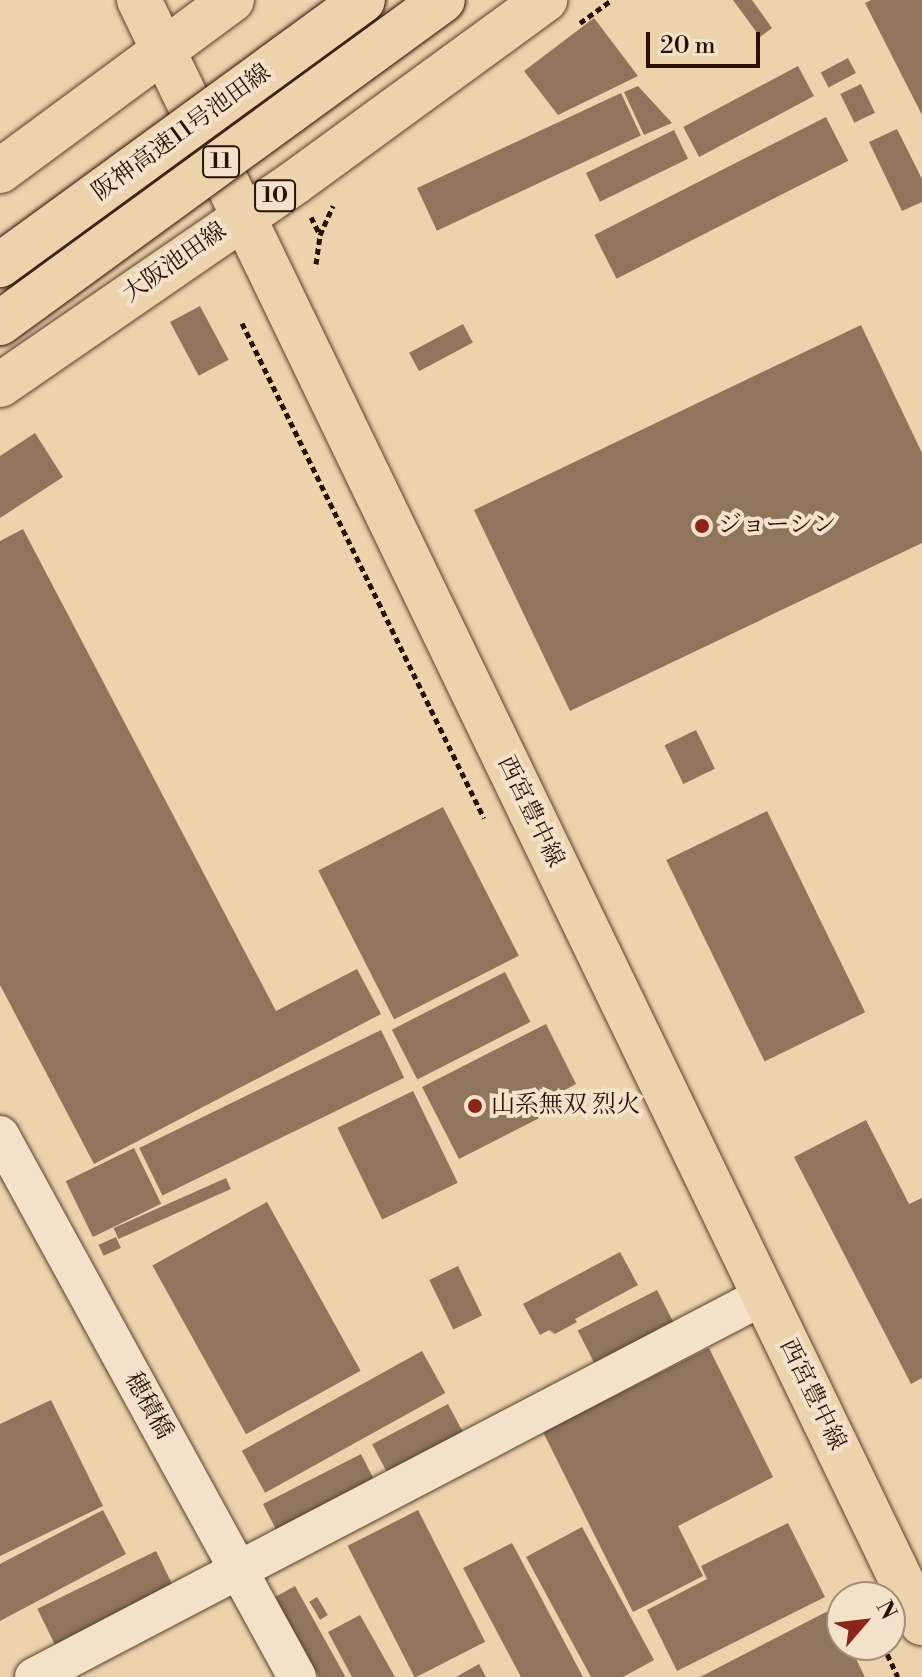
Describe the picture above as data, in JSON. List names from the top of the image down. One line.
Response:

______

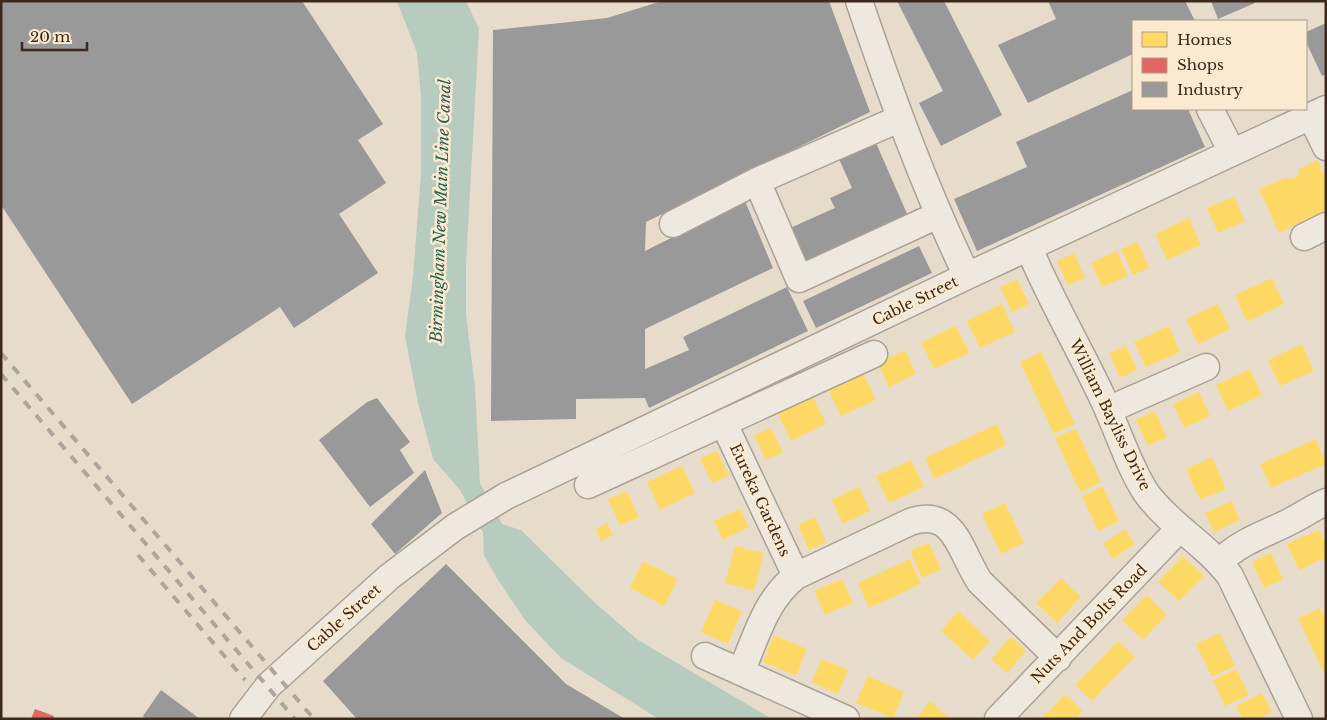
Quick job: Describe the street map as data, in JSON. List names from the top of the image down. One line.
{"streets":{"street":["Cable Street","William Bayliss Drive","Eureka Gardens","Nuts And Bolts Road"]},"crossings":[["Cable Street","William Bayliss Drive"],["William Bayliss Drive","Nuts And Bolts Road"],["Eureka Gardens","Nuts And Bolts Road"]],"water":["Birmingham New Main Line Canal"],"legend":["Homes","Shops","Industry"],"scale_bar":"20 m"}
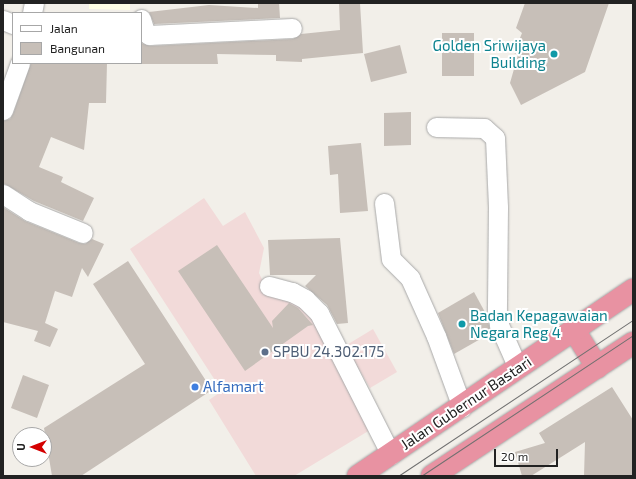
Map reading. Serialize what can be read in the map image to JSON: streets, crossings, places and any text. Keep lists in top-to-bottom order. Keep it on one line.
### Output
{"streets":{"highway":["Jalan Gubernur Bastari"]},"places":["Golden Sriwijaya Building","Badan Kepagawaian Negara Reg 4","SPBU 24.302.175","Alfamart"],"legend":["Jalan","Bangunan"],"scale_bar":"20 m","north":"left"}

______

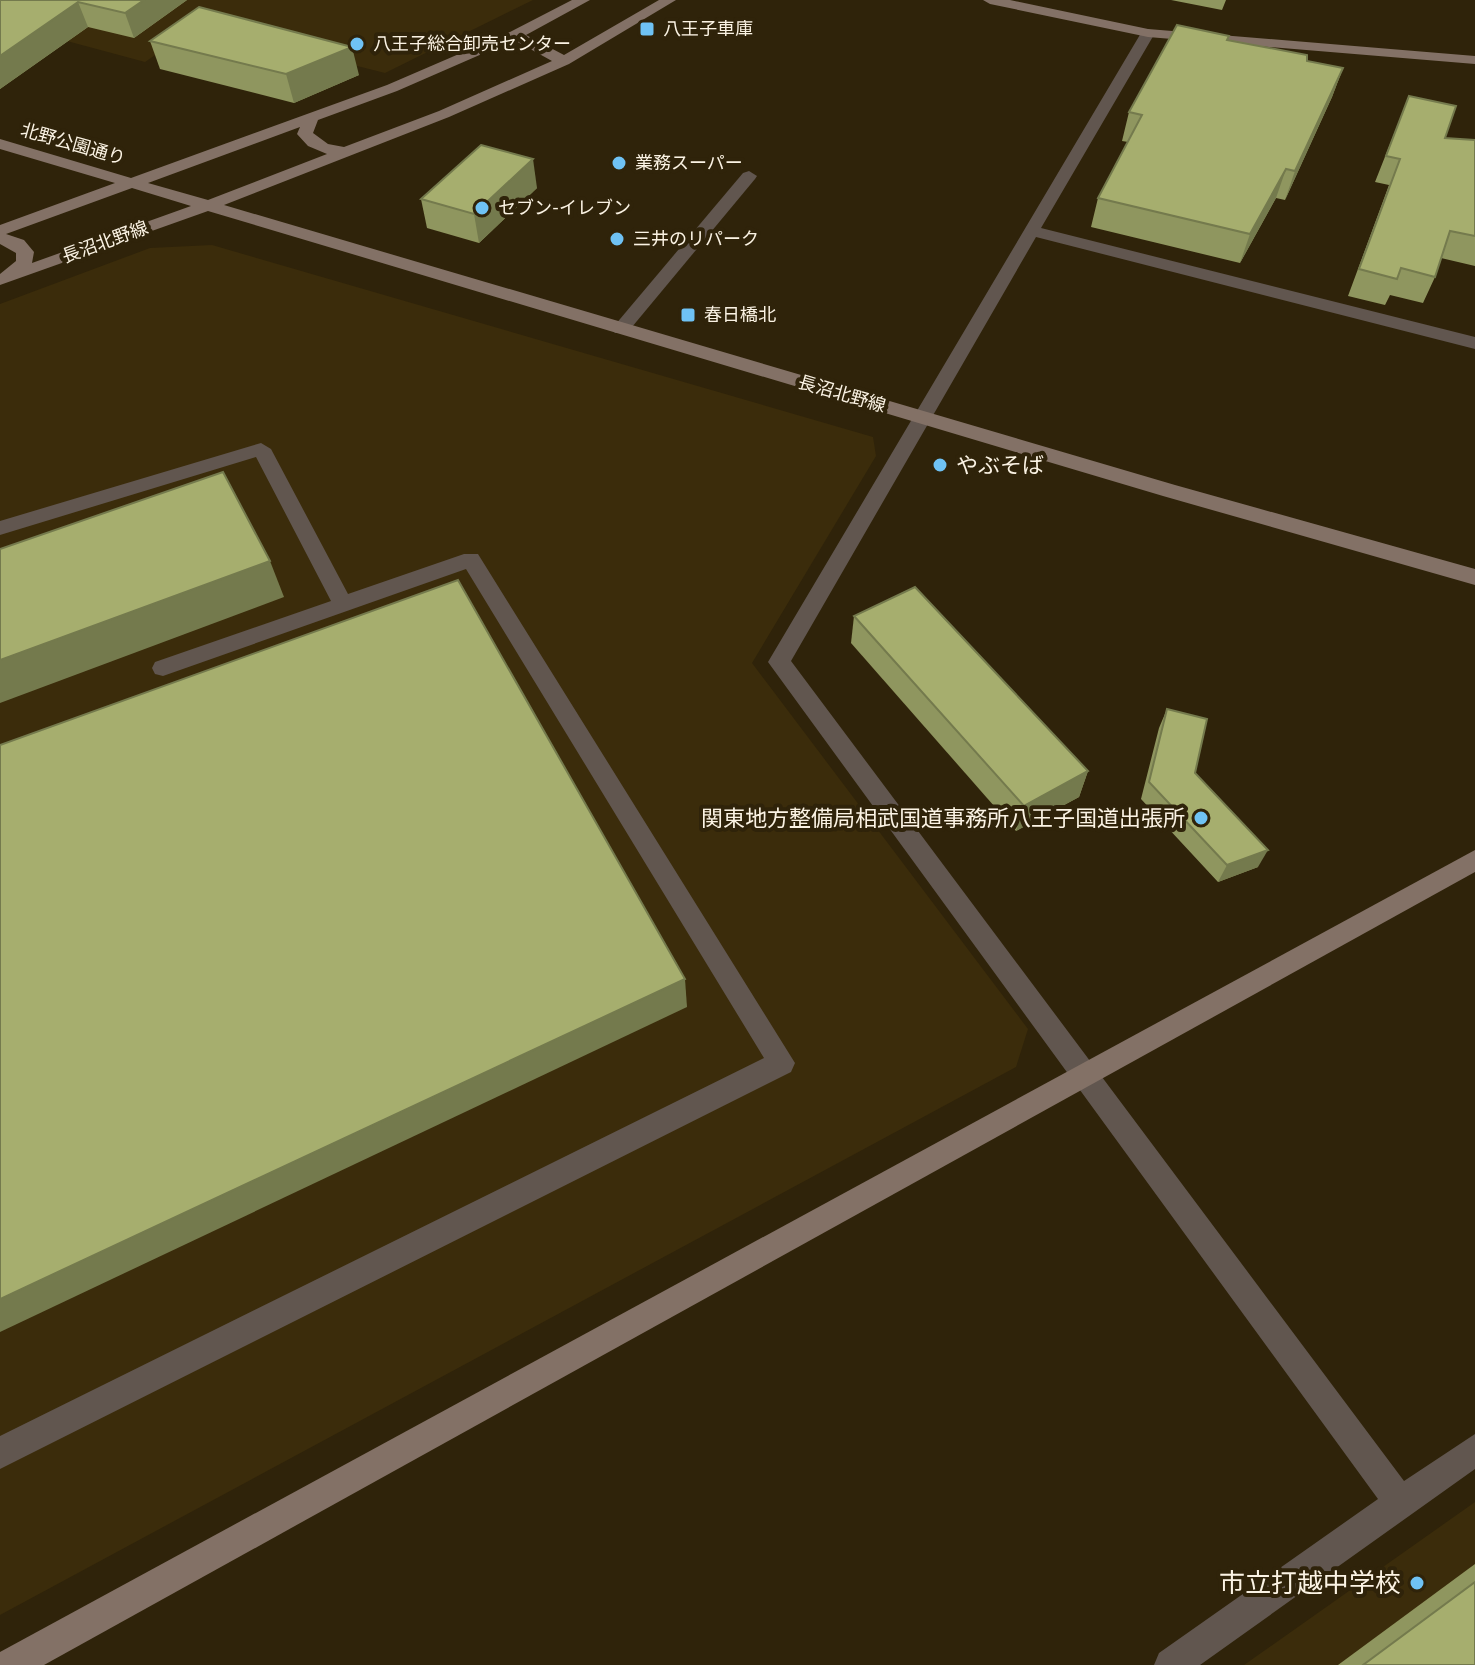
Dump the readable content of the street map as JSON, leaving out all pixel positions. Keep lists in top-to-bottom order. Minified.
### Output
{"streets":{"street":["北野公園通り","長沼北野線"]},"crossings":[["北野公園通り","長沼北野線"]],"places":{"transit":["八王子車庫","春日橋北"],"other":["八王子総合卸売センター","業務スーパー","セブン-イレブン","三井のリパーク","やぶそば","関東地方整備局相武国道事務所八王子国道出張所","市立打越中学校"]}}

______

**Work to complete:** Pull every line with the word "order" from the data.

**Answer to this problem:**
Map reading. Serialize what can be read in the map image to JSON: streets, crossings, places and any text. Keep lists in top-to-bottom order. Keep it on one line.
Dump the readable content of the street map as JSON, leaving out all pixel positions. Keep lists in top-to-bottom order. Minified.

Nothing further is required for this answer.